Die Liste sollte Rat, Verwaltung und Öffentlichkeit aufrütteln, damit Bund und Land bei der Zuweisung von Aufgaben genauer hinschauen, was welche Stadt zur Erfüllung von Aufgaben braucht. Denn jede Stadt ist anders. Es ist eine Tatsache, dass vor allem massive strukturelle Ungleichheiten, eine ungleiche Lastenverteilung und die überbordende Übertragung von Aufgaben durch Bund und Land an die Kommunen ohne entsprechende finanzielle und personelle Ausstattung die wesentlichen Ursachen für die entstandene Schieflage und die daraus resultierenden, immer wiederkehrenden Probleme und wachsenden Defizite sind. Daher setzt sich die Stadtspitze auf allen Ebenen für eine den Aufgaben angemessene und auskömmliche finanzielle Ausstattung Ludwigshafens als wesentliche Voraussetzung für eine nachhaltig verbesserte Finanzlage ein. Ich selbst habe im Nachgang der Stadtratssitzung bei einem persönlichen Termin in Mainz noch einmal die Anliegen und die Forderungen Ludwigshafens unmissverständlich vorgetragen.

Die von mir vorgelegte Liste sollte aber auch ermutigen, althergebrachte Verwaltungsstrukturen neu zu denken. So gibt es Positionen auf der Liste, die deutlich machen, dass innerhalb der Verwaltung mit Optimierungsprozessen (Stichwort: Digitalisierung) erhebliche Kosten zu sparen und damit Einsparpotenziale zu heben sind ohne Kürzungen bei Dienstleistungen für Bürger*innen. Wir haben mit dem 'Arbeitsplatz der Zukunft' ein viel beachtetes und erfolgreiches Projekt zur Modernisierung der Verwaltung angestoßen. Es versetzt uns in die Lage, notwendige Veränderungen anzugehen. Aber wir müssen noch viel mutiger werden. Davon bin ich überzeugt.

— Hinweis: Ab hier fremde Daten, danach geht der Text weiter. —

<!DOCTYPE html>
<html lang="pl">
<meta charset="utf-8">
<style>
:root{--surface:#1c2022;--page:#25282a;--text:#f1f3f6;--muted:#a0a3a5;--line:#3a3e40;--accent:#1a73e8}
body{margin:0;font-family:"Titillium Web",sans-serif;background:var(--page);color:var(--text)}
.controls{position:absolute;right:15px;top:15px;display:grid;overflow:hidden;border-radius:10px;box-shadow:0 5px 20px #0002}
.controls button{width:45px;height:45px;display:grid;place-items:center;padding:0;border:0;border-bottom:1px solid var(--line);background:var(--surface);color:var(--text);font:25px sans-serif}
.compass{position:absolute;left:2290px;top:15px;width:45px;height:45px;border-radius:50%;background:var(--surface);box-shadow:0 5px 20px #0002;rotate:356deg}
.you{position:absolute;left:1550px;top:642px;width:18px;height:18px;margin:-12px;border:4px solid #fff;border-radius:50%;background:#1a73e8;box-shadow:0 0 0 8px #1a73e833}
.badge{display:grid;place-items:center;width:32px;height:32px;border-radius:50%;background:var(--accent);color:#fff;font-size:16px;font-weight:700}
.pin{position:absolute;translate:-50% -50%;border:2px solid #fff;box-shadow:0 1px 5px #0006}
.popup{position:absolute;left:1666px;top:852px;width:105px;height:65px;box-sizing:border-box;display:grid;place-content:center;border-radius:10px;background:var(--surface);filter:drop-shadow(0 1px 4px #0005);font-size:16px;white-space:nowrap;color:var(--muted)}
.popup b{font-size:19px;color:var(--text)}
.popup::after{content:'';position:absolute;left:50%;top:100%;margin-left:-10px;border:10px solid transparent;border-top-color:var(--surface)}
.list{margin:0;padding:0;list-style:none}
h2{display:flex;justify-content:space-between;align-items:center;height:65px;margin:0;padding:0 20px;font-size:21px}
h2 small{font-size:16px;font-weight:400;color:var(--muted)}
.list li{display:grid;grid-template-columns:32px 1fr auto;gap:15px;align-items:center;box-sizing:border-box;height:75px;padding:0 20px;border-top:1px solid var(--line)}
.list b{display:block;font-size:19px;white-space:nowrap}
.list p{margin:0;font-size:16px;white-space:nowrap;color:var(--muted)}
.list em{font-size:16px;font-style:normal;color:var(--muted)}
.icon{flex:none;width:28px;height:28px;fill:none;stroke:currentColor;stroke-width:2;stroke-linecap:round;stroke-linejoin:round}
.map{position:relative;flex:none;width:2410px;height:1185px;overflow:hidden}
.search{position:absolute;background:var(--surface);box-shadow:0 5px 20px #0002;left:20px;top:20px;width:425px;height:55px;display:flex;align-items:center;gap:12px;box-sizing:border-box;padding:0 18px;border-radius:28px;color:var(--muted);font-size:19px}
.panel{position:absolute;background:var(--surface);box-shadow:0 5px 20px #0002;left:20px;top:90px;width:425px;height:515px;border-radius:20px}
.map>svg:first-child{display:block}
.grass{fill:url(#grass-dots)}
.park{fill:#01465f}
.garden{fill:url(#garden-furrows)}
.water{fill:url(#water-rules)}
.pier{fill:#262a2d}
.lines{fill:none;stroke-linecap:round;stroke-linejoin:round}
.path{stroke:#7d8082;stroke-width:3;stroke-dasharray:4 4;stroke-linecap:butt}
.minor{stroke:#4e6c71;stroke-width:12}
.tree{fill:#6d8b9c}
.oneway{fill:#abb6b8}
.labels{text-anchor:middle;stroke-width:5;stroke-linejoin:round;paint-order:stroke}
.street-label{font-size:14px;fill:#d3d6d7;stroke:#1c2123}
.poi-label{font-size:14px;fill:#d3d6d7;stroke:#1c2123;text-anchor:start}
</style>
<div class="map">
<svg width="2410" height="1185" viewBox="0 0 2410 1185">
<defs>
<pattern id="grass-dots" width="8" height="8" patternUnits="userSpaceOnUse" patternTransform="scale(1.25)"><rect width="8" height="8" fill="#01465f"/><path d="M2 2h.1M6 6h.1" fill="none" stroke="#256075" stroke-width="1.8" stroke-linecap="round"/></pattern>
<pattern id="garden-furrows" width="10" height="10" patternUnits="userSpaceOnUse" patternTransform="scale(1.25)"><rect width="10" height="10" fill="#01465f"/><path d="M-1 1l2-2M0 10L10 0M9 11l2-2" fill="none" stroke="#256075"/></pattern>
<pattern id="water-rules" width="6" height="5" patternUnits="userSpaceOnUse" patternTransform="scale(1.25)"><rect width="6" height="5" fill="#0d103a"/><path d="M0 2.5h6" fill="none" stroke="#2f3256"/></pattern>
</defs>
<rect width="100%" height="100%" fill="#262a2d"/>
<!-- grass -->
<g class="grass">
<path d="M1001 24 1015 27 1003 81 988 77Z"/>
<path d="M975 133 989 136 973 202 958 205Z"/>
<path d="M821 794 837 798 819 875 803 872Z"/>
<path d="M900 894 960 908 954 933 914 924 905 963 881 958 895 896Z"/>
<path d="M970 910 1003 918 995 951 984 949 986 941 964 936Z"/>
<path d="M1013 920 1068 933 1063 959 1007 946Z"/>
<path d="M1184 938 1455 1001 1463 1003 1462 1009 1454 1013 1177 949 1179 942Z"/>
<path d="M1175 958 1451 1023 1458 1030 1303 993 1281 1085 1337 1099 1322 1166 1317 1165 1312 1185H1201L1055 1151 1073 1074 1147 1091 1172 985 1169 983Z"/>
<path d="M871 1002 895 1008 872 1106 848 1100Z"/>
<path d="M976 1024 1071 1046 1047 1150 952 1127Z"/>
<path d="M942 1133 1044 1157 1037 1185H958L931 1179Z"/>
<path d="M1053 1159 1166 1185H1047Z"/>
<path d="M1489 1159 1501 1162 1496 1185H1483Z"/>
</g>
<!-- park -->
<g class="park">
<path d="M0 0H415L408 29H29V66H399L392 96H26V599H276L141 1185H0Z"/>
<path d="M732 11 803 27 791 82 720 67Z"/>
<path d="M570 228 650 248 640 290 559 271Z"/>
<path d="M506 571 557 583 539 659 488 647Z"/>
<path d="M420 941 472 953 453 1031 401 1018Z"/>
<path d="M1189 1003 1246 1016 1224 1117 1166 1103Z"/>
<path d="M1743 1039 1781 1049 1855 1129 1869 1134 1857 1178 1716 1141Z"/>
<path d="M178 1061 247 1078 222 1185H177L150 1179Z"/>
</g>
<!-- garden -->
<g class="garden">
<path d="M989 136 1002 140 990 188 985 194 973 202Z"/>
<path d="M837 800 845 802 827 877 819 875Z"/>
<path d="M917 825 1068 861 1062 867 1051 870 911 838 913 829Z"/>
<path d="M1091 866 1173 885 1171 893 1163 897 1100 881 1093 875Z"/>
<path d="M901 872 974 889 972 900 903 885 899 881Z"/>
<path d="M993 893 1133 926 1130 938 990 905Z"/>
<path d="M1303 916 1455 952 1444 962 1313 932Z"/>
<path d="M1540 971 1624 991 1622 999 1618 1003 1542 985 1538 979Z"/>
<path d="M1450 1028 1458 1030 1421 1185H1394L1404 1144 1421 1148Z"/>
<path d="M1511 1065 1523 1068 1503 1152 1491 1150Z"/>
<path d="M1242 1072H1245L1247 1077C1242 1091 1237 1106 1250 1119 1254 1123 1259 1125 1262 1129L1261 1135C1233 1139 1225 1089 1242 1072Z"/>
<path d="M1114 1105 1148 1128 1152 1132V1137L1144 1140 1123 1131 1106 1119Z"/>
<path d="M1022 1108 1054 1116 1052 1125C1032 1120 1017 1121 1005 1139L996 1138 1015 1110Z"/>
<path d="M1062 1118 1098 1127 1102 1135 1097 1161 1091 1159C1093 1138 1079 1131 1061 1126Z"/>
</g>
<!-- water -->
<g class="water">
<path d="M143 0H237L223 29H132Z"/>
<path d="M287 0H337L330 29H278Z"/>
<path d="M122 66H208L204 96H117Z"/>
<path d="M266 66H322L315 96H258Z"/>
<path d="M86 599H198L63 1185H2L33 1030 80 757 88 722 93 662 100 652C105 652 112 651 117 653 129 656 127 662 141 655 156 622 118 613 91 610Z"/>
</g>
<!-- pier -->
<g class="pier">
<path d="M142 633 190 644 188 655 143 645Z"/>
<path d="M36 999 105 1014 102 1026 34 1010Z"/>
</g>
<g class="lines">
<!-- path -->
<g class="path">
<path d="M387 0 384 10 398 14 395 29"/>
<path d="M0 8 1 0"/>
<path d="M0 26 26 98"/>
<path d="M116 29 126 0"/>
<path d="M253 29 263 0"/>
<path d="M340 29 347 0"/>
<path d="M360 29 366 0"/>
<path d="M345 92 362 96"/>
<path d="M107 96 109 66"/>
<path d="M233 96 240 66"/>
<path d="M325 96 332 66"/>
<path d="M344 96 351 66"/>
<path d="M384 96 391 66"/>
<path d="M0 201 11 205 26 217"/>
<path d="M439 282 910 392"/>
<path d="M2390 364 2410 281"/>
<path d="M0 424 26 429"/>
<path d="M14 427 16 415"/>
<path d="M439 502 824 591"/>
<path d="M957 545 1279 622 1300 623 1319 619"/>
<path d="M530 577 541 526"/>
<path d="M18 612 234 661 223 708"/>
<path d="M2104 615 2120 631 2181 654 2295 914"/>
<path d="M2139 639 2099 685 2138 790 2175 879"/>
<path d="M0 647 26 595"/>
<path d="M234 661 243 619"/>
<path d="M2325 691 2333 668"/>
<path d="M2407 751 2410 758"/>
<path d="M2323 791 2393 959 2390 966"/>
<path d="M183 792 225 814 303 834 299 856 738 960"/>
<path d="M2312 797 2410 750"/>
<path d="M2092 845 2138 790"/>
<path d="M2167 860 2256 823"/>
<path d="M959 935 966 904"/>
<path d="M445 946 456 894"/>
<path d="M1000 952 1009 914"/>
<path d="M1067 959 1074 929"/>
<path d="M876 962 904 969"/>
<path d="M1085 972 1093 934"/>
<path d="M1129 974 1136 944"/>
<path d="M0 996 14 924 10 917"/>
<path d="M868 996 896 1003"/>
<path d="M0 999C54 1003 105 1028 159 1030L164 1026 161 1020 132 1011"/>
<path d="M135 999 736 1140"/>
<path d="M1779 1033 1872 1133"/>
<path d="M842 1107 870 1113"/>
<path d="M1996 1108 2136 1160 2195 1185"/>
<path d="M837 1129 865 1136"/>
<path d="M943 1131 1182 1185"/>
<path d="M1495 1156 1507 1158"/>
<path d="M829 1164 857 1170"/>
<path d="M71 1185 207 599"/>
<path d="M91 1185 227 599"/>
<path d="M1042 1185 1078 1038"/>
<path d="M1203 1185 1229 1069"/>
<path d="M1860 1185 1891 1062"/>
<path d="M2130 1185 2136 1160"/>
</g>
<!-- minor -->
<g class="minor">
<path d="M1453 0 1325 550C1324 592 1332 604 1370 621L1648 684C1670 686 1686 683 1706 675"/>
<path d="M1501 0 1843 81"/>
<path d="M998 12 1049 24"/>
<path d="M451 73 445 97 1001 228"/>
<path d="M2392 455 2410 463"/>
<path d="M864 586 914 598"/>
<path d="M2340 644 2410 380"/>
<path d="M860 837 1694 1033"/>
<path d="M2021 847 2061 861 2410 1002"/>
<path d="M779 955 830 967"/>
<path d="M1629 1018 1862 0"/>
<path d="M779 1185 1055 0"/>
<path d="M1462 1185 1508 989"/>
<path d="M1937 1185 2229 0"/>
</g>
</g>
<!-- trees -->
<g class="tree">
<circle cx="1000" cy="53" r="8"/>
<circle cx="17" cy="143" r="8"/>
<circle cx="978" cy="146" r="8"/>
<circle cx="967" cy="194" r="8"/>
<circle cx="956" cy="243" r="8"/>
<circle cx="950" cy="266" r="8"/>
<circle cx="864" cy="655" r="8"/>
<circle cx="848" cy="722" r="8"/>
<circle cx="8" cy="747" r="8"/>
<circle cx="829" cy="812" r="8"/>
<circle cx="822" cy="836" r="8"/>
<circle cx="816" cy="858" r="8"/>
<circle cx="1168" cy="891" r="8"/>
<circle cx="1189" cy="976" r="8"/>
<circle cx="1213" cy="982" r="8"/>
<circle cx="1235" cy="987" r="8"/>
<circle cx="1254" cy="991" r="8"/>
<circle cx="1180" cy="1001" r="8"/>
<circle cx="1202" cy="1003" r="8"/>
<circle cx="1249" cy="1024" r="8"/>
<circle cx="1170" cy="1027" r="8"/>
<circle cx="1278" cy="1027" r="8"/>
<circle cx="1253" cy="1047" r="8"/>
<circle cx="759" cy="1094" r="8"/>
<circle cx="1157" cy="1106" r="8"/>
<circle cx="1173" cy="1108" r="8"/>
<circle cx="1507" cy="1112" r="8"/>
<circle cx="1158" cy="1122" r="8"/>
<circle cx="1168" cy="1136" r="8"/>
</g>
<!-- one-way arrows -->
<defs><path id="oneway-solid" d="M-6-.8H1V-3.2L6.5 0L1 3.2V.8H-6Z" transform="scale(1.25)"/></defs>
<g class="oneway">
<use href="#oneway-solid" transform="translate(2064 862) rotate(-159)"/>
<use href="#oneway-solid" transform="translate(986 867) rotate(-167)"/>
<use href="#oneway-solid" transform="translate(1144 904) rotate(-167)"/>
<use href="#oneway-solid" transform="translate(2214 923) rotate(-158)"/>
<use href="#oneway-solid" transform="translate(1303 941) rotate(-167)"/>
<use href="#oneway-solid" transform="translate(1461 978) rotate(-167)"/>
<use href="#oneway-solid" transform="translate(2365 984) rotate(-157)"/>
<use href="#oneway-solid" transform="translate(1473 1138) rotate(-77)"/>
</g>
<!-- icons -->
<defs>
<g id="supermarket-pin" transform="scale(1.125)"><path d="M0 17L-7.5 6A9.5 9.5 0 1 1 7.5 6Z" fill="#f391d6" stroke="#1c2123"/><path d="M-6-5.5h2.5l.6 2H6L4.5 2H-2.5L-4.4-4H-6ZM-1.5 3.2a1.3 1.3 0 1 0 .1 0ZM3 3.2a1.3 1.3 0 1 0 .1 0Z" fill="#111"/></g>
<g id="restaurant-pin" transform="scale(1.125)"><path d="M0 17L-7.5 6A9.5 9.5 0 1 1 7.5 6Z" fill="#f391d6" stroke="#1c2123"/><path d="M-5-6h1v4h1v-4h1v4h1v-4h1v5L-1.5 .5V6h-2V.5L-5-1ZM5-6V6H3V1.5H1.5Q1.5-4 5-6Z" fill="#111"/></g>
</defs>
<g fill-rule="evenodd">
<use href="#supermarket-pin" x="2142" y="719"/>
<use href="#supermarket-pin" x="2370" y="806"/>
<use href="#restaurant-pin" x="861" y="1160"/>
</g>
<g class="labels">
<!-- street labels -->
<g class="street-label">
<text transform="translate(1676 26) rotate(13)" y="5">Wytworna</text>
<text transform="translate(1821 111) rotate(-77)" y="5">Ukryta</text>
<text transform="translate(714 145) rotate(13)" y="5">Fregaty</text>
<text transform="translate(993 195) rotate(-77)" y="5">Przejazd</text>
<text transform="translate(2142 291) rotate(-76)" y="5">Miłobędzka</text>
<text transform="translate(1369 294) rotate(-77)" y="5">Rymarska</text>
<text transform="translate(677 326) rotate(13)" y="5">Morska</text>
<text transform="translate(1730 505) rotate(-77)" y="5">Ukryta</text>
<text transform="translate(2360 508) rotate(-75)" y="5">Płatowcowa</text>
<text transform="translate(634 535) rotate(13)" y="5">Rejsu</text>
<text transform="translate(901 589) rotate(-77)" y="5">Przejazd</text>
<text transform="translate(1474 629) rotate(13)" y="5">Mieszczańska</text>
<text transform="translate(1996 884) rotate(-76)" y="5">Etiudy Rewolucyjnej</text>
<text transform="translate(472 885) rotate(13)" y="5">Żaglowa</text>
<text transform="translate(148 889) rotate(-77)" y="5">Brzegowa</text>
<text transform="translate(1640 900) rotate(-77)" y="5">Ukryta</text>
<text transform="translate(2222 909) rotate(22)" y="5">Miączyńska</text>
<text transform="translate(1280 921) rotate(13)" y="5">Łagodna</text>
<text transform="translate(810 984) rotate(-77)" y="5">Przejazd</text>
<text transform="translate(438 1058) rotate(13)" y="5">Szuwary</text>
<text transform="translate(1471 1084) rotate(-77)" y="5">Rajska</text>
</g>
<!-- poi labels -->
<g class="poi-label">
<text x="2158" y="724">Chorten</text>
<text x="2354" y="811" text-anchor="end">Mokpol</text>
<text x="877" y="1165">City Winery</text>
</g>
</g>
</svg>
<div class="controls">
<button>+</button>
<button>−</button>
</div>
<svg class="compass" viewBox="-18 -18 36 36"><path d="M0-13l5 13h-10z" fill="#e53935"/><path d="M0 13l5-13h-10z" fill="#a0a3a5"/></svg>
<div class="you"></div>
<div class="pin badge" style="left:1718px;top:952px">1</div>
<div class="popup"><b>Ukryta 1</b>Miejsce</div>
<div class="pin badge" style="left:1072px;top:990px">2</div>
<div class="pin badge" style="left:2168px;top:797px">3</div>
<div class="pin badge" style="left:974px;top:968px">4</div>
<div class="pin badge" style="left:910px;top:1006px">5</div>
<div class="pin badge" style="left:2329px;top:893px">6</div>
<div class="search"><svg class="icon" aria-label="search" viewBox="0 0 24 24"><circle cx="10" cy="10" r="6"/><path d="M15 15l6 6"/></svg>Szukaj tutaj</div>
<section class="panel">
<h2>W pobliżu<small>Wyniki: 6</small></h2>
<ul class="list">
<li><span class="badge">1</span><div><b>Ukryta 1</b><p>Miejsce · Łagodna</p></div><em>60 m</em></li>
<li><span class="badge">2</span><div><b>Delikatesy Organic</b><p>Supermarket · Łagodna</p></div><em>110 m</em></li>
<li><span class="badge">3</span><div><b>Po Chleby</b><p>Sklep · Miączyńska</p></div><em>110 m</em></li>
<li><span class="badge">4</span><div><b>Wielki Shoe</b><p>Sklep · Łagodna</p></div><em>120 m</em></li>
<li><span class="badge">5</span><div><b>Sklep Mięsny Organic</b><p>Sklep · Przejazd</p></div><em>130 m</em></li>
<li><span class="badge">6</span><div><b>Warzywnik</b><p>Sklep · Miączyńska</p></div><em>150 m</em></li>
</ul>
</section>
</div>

Aber ich sehe auch und stelle mit aller Selbstkritik fest, dass ich meine Intention nicht deutlich zum Ausdruck gebracht habe und über das Ziel hinausgeschossen bin. Mit meiner Liste wollte ich drastisch aufzeigen, was es bedeuten würde, wenn wir so weiter machen wir bisher. Letztendlich habe ich aber durch mein Vorgehen zu Irritationen und Unmut beigetragen, die der Sache nicht dienen. Ich entschuldige mich dafür bei meinen Kolleg*innen im Stadtvorstand, den Stadträt*innen, den städtischen Mitarbeiter*innen und Bürger*innen für meine wohl missverständliche Darstellung und ziehe diese Liste zurück.

"Ich würde mir wünschen, dass wir nun trotz der Irritationen einen Modus fänden, der uns ein konstruktives Verfahren zur Haushaltsplanung ermöglicht. Es liegt an uns allen – an mir, am Kämmerer, den Stadtvorstandsmitgliedern und dem Stadtrat –einen tragfähigen, nachhaltigen Haushalt vorzulegen, der nicht nur von kurzfristigen Einsparungen geprägt ist. Vielleicht hat das, was manche als 'Chaos' bezeichnen, aber auch ein Stück weit eine reinigende Wirkung und versetzt uns in die Lage, noch einmal anders und von vorne zu denken."